> Excerpted records:
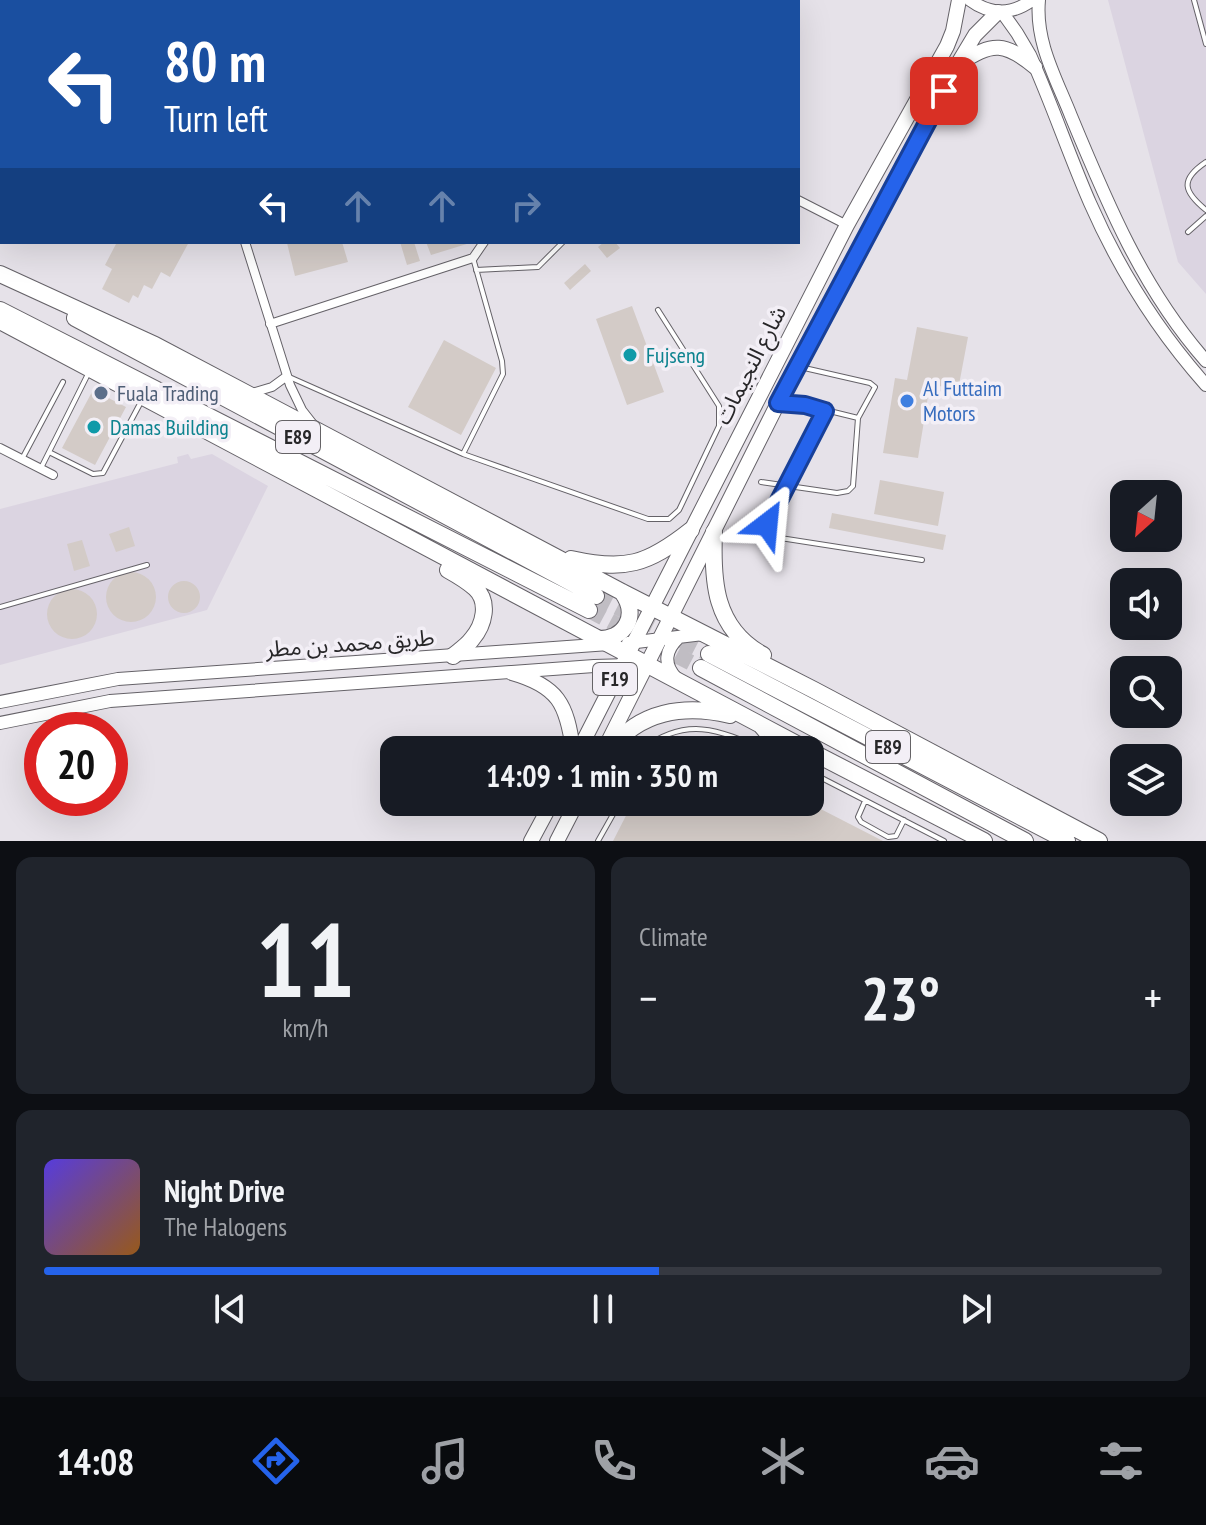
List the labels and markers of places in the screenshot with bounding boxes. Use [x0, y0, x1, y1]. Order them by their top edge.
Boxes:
pin [910, 57, 978, 125]
place label: Fujseng [646, 341, 705, 369]
marker: Fujseng [621, 346, 639, 364]
place label: Al Futtaim Motors [923, 374, 1002, 427]
place label: Fuala Trading [117, 379, 219, 407]
marker: Fuala Trading [92, 384, 110, 402]
marker: Al Futtaim Motors [898, 392, 916, 410]
place label: Damas Building [110, 413, 229, 441]
marker: Damas Building [85, 418, 103, 436]

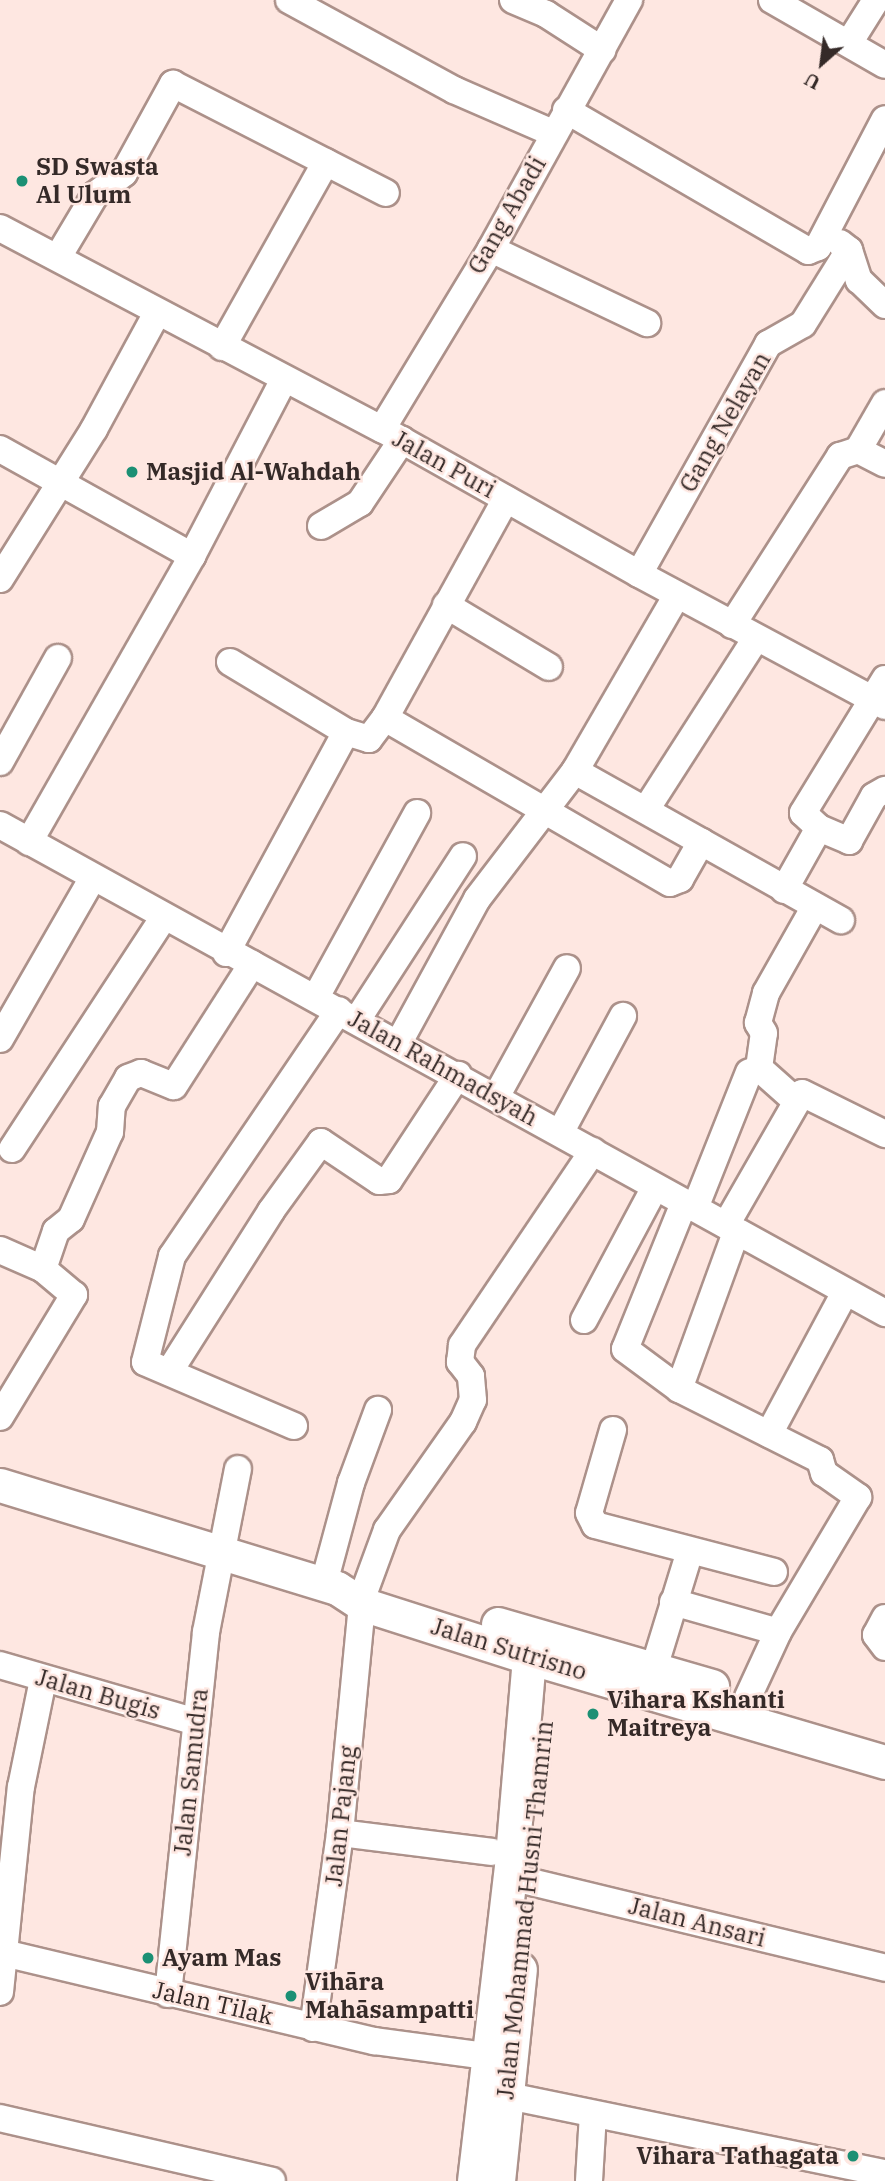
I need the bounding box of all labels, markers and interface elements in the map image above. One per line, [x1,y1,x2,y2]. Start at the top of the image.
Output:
north arrow [787,28,857,98]
text: U [800,68,824,96]
street label: Gang Abadi [462,151,552,279]
place label: SD Swasta Al Ulum [36,153,159,209]
marker: SD Swasta Al Ulum [14,173,30,189]
street label: Gang Nelayan [673,347,777,497]
street label: Jalan Puri [388,424,500,504]
place label: Masjid Al-Wahdah [146,458,361,486]
marker: Masjid Al-Wahdah [124,464,140,480]
street label: Jalan Rahmadsyah [343,1004,543,1132]
street label: Jalan Sutrisno [428,1612,590,1686]
street label: Jalan Bugis [32,1662,164,1726]
place label: Vihara Kshanti Maitreya [607,1686,785,1742]
street label: Jalan Samudra [168,1687,214,1857]
marker: Vihara Kshanti Maitreya [585,1706,601,1722]
street label: Jalan Mohammad Husni Thamrin [491,1719,559,2101]
street label: Jalan Pajang [319,1744,363,1888]
street label: Jalan Ansari [626,1891,768,1953]
place label: Ayam Mas [162,1944,281,1972]
marker: Ayam Mas [140,1950,156,1966]
place label: Vihāra Mahāsampatti [305,1968,474,2024]
street label: Jalan Tilak [150,1975,276,2031]
marker: Vihāra Mahāsampatti [283,1988,299,2004]
place label: Vihara Tathagata [636,2142,839,2170]
marker: Vihara Tathagata [845,2148,861,2164]

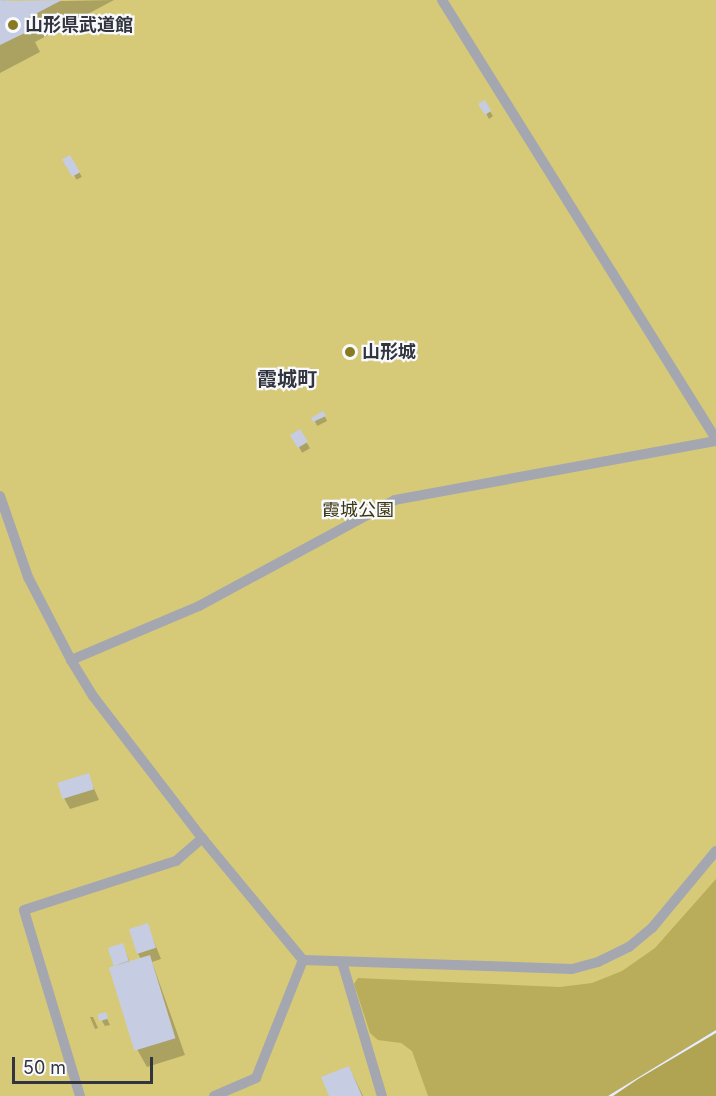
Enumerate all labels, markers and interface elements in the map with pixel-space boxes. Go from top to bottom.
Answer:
place label: 山形県武道館 [25,14,133,36]
marker: 山形県武道館 [6,18,20,32]
place label: 山形城 [362,341,416,363]
marker: 山形城 [343,345,357,359]
district label: 霞城町 [257,367,317,391]
park label: 霞城公園 [322,499,394,521]
scale bar [15,1045,156,1083]
text: 50 m [23,1057,66,1078]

> What is being asked:
In the copy, leave out the pictures and restate the records exactly.

> Reply to the exercise:
List the labels and markers of places in the screenshot with bounding boxes. Use [x0, y0, x1, y1]. Order them by their top edge.
Boxes:
pin [910, 57, 978, 125]
place label: Fujseng [646, 341, 705, 369]
marker: Fujseng [621, 346, 639, 364]
place label: Al Futtaim Motors [923, 374, 1002, 427]
place label: Fuala Trading [117, 379, 219, 407]
marker: Fuala Trading [92, 384, 110, 402]
marker: Al Futtaim Motors [898, 392, 916, 410]
place label: Damas Building [110, 413, 229, 441]
marker: Damas Building [85, 418, 103, 436]

I need the bounding box of all labels, markers and interface elements in the map image above. One per line, [x1,y1,x2,y2]. Start at the top of the image.
Output:
north arrow [787,28,857,98]
text: U [800,68,824,96]
street label: Gang Abadi [462,151,552,279]
place label: SD Swasta Al Ulum [36,153,159,209]
marker: SD Swasta Al Ulum [14,173,30,189]
street label: Gang Nelayan [673,347,777,497]
street label: Jalan Puri [388,424,500,504]
place label: Masjid Al-Wahdah [146,458,361,486]
marker: Masjid Al-Wahdah [124,464,140,480]
street label: Jalan Rahmadsyah [343,1004,543,1132]
street label: Jalan Sutrisno [428,1612,590,1686]
street label: Jalan Bugis [32,1662,164,1726]
place label: Vihara Kshanti Maitreya [607,1686,785,1742]
street label: Jalan Samudra [168,1687,214,1857]
marker: Vihara Kshanti Maitreya [585,1706,601,1722]
street label: Jalan Mohammad Husni Thamrin [491,1719,559,2101]
street label: Jalan Pajang [319,1744,363,1888]
street label: Jalan Ansari [626,1891,768,1953]
place label: Ayam Mas [162,1944,281,1972]
marker: Ayam Mas [140,1950,156,1966]
place label: Vihāra Mahāsampatti [305,1968,474,2024]
street label: Jalan Tilak [150,1975,276,2031]
marker: Vihāra Mahāsampatti [283,1988,299,2004]
place label: Vihara Tathagata [636,2142,839,2170]
marker: Vihara Tathagata [845,2148,861,2164]

Enumerate all labels, markers and interface elements in the map with pixel-space boxes. Go from top to bottom.
Answer:
place label: 山形県武道館 [25,14,133,36]
marker: 山形県武道館 [6,18,20,32]
place label: 山形城 [362,341,416,363]
marker: 山形城 [343,345,357,359]
district label: 霞城町 [257,367,317,391]
park label: 霞城公園 [322,499,394,521]
scale bar [15,1045,156,1083]
text: 50 m [23,1057,66,1078]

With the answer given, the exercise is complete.